### Problem statement
In the material below, find all lines with the string "content" and copy them.
━━━━━ Records shown ━━━━━
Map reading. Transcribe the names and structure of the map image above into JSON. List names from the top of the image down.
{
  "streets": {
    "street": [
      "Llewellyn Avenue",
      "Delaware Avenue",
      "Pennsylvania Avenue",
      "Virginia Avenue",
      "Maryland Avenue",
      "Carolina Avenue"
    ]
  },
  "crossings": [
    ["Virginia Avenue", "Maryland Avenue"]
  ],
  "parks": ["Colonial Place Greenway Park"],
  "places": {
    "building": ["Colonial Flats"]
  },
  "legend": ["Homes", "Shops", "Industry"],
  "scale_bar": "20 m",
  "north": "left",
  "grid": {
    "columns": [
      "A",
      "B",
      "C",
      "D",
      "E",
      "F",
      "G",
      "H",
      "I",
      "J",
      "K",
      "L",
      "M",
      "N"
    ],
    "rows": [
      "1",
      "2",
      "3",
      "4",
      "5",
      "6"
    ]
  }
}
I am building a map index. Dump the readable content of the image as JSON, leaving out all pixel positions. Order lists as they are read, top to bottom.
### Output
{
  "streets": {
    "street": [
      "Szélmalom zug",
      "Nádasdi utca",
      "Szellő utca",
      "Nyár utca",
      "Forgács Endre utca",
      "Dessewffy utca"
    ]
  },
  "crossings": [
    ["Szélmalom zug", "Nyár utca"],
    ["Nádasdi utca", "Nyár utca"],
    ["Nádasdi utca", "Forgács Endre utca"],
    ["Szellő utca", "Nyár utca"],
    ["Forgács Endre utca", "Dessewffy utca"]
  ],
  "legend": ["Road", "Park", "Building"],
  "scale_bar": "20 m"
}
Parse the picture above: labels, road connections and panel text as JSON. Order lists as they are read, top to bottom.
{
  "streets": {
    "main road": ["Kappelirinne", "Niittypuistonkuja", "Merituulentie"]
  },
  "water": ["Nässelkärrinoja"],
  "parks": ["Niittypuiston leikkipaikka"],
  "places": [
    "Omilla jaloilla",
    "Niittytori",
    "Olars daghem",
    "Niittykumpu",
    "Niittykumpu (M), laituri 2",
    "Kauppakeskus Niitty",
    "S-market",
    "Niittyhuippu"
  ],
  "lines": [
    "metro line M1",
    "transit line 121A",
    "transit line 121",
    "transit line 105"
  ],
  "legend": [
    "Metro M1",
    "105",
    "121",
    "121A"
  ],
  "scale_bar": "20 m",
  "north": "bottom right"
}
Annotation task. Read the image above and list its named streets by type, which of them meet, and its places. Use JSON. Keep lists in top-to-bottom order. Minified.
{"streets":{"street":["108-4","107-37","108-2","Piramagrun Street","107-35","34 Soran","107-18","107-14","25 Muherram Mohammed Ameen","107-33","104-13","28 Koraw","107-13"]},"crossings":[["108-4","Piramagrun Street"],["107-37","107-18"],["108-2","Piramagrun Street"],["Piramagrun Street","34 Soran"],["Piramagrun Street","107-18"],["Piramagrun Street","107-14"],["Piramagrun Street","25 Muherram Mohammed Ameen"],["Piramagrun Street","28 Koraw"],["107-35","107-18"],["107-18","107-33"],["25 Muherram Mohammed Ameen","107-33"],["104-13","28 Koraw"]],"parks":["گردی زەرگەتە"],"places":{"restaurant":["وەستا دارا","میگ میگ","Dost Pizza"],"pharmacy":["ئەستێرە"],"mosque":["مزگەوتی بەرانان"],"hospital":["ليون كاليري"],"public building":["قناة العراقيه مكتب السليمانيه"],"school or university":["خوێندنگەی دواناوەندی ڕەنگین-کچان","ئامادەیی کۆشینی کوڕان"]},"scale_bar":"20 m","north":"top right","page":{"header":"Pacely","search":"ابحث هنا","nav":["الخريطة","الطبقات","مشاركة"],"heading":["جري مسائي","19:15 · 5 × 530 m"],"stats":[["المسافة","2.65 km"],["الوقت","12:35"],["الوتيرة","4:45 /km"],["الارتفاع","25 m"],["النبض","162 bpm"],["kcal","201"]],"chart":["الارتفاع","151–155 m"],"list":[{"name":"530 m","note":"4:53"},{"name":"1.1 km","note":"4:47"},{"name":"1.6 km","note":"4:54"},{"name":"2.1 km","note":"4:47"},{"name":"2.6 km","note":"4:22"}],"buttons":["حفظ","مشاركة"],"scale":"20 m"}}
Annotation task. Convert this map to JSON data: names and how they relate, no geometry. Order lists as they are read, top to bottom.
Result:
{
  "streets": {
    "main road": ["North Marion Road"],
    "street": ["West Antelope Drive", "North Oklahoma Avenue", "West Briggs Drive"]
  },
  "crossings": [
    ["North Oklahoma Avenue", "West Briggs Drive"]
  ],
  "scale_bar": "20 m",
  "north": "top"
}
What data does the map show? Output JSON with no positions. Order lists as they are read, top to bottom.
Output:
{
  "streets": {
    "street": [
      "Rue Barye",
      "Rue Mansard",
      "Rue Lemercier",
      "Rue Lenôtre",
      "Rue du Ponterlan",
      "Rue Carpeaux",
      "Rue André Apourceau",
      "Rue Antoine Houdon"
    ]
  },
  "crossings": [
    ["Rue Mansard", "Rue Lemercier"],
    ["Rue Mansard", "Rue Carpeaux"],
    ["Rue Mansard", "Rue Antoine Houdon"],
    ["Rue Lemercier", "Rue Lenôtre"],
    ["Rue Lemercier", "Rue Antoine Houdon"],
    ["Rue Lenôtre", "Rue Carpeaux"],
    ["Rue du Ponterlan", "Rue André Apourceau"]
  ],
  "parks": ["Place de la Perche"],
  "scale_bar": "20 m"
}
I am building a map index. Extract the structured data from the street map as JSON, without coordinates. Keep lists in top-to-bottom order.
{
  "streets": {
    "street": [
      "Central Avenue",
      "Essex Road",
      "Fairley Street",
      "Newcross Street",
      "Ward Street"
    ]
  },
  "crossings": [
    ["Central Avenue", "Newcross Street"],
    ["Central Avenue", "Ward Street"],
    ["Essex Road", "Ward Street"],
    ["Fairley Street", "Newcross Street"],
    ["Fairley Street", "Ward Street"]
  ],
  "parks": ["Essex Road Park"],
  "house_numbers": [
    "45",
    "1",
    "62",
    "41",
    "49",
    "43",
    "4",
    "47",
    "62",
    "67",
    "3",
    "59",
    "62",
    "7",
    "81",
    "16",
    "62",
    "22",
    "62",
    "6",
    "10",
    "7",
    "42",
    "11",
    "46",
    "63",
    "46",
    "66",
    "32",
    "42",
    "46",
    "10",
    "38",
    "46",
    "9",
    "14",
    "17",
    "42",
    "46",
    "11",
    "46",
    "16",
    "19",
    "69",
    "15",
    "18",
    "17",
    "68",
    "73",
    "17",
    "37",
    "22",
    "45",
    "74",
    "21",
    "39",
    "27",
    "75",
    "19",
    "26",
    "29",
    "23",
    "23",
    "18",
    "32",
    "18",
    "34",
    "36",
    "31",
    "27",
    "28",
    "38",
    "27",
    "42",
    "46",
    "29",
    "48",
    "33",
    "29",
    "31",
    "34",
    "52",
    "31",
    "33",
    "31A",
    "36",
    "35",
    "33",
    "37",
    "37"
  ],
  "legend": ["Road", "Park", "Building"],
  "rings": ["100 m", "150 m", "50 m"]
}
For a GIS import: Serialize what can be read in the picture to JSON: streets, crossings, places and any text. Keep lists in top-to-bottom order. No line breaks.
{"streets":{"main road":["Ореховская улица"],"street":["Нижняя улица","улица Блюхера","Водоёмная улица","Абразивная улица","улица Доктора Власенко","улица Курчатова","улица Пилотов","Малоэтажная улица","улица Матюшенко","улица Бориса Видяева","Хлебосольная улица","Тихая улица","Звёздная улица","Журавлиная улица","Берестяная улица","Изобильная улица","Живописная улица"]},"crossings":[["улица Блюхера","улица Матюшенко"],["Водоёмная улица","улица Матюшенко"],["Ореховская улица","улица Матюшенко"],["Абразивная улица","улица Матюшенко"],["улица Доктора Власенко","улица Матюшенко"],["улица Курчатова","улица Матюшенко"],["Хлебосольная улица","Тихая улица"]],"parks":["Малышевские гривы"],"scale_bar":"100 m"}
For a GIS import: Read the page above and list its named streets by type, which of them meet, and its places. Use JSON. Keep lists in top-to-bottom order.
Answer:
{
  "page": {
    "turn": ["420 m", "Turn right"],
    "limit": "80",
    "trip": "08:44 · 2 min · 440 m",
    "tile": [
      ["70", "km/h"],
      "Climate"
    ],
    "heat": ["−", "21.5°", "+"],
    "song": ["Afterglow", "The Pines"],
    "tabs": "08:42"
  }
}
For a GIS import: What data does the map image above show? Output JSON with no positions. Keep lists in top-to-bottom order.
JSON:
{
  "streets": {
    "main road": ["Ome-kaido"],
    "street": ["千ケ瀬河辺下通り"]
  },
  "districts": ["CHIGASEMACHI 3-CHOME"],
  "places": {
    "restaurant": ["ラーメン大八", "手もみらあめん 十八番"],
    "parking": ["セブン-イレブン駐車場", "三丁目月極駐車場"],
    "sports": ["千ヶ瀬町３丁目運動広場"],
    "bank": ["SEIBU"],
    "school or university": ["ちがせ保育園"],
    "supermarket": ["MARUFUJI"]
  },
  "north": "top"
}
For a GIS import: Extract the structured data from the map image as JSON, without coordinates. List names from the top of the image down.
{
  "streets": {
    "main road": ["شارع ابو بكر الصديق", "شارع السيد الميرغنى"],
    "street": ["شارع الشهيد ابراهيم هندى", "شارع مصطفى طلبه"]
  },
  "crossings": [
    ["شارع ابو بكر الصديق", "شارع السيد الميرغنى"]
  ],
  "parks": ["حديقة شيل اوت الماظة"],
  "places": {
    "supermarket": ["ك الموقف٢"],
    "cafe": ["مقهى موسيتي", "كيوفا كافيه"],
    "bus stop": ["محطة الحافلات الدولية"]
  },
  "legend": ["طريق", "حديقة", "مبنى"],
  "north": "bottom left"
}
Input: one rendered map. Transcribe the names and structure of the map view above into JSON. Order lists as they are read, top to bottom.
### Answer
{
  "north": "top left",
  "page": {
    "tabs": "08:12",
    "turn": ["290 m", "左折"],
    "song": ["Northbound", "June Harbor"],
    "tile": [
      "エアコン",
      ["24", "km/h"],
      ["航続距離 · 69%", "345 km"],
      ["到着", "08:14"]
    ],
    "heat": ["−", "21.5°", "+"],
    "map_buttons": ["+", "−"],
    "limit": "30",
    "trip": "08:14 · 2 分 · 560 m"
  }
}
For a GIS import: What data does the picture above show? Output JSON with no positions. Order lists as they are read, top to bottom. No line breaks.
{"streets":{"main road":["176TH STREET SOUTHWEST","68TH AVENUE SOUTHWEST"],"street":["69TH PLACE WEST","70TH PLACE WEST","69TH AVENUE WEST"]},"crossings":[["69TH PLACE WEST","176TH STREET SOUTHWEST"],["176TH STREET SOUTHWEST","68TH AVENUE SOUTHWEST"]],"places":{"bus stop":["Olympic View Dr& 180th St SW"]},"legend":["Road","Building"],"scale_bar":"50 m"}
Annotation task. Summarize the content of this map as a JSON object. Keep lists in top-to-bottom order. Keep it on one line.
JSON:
━━━━━
### Answer for the task
I am building a map index. Dump the readable content of the image as JSON, leaving out all pixel positions. Order lists as they are read, top to bottom.
Annotation task. Summarize the content of this map as a JSON object. Keep lists in top-to-bottom order. Keep it on one line.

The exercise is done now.